Whilst I’m aware the OSM readership may have varying views on the former Disney star, there is something undeniably, deeply impressive about 19 year-old Olivia Rodrigo. With an ability to oscillate seamlessly to melancholic ballads to feel good pop-rock tracks is something any musician would be impressed by, let alone someone with so little experience playing such iconic stages. Winning the prize for coolest backing band, Rodrigo bounced around the stage with unbridled joy, as well as seeming genuinely humbled by the seas of people that congregated to join in with her catalog of tunes which have been ubiquitous over the past year or so. However, the moment of the set came when the singer-songwriter brought out Lily Allen to deliver a special cover of “Fuck You”, dedicated the US Supreme Court Justices who backed the overturning of Roe Vs Wade, stripping millions of access to abortions. As Rodrigo delivered a passionate speech, Allen looked on smiling, as if they were master and apprentice. A set which, in ten years time, will still be on IPlayer. 


IDLES, the Other Stage

Perhaps more than anyone else, what you see is what you get with IDLES. Frontman Joe Talbot booming vocals, lead guitarist (also a qualified dentist) throwing himself into the crowd during every second song, the crowd engaging in what looks like a fully-condoned brawl. Yet, there is something enigmatic about the success of the Bristol-based post-punk overlords. So many bands have done (and will no doubt continue to do) what IDLES have done, but have not been able to escape small venues or punk festivals. For such an acquired taste, the five-piece have successfully wriggled and wormed themselves into gaps which are not used to the hefty and burly body of IDLES. Yet, they are a band whom you would be hard-pressed to hear a bad word about. It’s true that their lyrics are like no one else, with references from Charlie Sheen to Mary Berry, as well as a sharp political and socially-aware instinct that seems to underpin nearly every track. In many ways, IDLES operate in something of a double-dynamic: fun and entertaining to watch as they bounce around in the midst of orchestrated chaos, but also have this much deeper lyrical and sonic ability which sets the outfit apart from the long list of bands who have tried and failed to reach the heady heights that IDLES have found themselves at. The less said about the “All You Need Is Love” cover, the better. 
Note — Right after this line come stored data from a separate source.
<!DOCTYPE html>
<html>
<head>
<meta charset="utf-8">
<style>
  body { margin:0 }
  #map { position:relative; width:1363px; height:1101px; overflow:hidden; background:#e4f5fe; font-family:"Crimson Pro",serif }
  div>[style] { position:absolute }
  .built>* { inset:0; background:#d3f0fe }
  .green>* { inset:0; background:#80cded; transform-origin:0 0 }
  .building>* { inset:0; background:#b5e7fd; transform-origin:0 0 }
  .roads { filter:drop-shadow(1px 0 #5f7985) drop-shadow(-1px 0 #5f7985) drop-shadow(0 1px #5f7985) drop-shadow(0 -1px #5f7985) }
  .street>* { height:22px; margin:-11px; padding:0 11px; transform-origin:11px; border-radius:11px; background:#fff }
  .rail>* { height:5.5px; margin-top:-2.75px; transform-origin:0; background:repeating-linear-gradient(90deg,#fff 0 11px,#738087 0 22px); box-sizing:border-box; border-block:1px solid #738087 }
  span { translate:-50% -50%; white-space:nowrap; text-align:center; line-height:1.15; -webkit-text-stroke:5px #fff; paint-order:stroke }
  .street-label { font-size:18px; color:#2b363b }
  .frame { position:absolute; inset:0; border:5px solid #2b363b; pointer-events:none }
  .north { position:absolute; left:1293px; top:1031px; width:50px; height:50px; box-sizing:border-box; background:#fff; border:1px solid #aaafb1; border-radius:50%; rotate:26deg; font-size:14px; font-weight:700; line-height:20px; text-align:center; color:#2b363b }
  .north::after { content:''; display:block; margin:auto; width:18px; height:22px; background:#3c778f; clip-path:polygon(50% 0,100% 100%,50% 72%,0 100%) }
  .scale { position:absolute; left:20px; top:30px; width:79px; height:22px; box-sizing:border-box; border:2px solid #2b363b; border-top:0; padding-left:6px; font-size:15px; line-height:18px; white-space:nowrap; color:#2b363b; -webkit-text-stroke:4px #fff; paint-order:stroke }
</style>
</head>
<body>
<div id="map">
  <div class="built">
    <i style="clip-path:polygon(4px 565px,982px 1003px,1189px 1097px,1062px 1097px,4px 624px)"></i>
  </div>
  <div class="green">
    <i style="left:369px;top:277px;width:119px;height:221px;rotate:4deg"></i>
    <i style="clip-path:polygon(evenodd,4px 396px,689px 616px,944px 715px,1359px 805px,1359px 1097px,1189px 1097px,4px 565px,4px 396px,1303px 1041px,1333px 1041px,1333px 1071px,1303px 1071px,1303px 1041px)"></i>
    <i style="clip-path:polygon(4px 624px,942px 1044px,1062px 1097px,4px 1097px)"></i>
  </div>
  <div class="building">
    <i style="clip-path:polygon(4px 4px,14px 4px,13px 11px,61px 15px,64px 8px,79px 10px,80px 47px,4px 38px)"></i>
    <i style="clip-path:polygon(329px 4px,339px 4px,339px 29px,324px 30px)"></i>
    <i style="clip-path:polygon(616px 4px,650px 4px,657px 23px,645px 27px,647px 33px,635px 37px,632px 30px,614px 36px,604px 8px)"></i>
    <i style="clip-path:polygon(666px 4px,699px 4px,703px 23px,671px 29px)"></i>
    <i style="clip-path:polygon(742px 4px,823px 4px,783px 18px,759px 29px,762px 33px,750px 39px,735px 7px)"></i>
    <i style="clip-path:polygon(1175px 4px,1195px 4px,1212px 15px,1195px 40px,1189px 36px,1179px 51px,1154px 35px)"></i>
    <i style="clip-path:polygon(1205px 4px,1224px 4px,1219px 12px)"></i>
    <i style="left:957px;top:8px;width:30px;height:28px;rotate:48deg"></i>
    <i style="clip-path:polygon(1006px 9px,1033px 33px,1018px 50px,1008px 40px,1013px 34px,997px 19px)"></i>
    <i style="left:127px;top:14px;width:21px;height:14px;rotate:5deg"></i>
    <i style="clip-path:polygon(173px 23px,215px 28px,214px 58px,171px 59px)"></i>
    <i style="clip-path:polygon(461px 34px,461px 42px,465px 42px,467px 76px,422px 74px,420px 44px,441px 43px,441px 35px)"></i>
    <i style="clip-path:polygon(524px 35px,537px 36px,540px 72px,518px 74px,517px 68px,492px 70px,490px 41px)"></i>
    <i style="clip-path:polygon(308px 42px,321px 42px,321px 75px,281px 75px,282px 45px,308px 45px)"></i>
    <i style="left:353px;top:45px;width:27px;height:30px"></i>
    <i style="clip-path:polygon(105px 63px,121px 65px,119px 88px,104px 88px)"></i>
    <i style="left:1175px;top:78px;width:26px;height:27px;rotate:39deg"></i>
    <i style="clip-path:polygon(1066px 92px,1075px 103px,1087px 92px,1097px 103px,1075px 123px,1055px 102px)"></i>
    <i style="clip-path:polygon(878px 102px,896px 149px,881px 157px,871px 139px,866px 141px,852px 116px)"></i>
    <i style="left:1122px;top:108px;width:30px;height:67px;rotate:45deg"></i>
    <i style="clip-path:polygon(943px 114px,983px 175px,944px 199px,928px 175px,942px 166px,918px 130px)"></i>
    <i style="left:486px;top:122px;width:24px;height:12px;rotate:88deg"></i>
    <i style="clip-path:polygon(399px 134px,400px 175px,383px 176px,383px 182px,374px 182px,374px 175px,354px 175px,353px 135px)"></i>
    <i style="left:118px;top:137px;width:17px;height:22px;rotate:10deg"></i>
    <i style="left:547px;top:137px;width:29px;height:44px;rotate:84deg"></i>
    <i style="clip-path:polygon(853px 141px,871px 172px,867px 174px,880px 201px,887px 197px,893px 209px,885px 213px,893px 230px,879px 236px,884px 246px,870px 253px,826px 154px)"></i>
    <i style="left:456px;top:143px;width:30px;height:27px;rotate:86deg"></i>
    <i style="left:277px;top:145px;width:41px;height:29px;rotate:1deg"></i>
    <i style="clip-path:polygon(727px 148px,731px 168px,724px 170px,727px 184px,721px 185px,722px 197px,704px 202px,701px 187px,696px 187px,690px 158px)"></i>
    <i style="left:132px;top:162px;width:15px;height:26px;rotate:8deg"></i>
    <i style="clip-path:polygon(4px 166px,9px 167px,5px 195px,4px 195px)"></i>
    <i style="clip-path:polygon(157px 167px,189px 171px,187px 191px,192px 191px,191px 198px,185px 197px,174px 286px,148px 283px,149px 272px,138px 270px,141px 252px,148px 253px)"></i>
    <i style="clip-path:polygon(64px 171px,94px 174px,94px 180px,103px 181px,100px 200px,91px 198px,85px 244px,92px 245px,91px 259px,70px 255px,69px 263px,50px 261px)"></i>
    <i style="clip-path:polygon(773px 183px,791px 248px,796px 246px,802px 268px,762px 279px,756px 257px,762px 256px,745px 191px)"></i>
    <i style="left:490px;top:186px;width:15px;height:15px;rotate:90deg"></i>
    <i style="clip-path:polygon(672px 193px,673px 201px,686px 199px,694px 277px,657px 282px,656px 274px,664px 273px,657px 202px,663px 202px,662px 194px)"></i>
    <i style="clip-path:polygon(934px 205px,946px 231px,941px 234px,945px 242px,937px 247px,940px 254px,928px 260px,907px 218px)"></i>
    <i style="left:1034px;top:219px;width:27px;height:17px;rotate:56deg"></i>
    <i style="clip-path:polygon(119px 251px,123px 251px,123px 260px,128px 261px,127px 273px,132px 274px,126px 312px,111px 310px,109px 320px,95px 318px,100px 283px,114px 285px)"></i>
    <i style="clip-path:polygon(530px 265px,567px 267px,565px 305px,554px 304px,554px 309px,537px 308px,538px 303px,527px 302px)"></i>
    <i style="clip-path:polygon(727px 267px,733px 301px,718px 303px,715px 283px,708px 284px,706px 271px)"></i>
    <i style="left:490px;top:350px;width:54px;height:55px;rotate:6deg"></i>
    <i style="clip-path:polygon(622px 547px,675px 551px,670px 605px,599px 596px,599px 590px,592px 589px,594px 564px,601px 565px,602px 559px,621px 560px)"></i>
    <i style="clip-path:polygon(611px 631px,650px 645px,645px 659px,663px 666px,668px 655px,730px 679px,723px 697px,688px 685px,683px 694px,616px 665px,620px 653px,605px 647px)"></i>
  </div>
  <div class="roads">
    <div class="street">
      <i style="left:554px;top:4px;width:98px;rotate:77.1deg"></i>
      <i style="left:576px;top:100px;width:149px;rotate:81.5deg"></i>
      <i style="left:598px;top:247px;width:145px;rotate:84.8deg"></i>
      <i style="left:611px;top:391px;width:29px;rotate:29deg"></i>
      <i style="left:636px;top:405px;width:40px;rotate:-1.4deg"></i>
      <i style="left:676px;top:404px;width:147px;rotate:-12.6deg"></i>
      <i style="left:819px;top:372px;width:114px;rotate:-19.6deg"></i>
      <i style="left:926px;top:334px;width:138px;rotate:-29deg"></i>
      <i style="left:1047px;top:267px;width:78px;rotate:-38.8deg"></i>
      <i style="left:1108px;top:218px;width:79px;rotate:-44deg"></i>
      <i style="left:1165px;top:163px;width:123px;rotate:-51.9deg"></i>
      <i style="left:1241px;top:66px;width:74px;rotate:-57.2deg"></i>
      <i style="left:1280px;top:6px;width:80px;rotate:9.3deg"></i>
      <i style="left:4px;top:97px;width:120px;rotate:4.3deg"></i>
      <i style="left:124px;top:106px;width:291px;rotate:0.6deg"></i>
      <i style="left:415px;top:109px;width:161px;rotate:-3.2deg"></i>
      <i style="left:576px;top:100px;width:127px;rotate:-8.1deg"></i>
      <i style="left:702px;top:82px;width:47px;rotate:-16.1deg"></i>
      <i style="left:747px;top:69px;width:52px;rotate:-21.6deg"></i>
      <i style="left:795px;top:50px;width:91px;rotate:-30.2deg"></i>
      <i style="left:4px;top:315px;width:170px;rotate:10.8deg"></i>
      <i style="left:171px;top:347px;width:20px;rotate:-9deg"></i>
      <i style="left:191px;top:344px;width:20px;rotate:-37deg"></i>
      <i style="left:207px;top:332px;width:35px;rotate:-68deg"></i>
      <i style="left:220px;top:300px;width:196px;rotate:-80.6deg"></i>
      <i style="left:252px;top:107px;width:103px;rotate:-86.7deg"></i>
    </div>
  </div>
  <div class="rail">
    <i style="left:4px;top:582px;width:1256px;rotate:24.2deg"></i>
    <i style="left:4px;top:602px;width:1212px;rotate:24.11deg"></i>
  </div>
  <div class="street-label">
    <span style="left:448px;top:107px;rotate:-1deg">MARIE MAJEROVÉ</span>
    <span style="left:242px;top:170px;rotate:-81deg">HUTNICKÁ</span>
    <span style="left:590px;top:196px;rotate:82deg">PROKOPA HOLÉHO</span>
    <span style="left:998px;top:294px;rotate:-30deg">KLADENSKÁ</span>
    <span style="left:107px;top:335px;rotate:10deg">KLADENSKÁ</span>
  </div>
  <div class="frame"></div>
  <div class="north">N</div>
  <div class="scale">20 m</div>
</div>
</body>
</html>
Arlo Parks, the Park Stage 

With a stage filled with sunflowers, Arlo Parks was (as ever) one of the brightest rays of sunshine over Worthy Farm at the weekend. South-West London’s answer to international stars like Clairo and Lorde, the poet (for singer-songwriter seems like an understatement) is another artist who was virtually unknown last time Glastonbury festival came to fruition, despite playing a couple of sets on Glastonbury’s smaller stages. Good luck trying to stay still during tracks like “Cola”, resisting the urge to sway and tap your feet. At only 21, Parks strolls and struts around the stage as if she’s done this thousands of times. A close runner-up for “coolest backing band”, the soulful backing to Parks’ vocals sounds better live than it does recorded. Although Arlo Parks seems to be at the top of her game, you can’t help but think she is going to become even bigger. Watch her now so you seem cool in the future.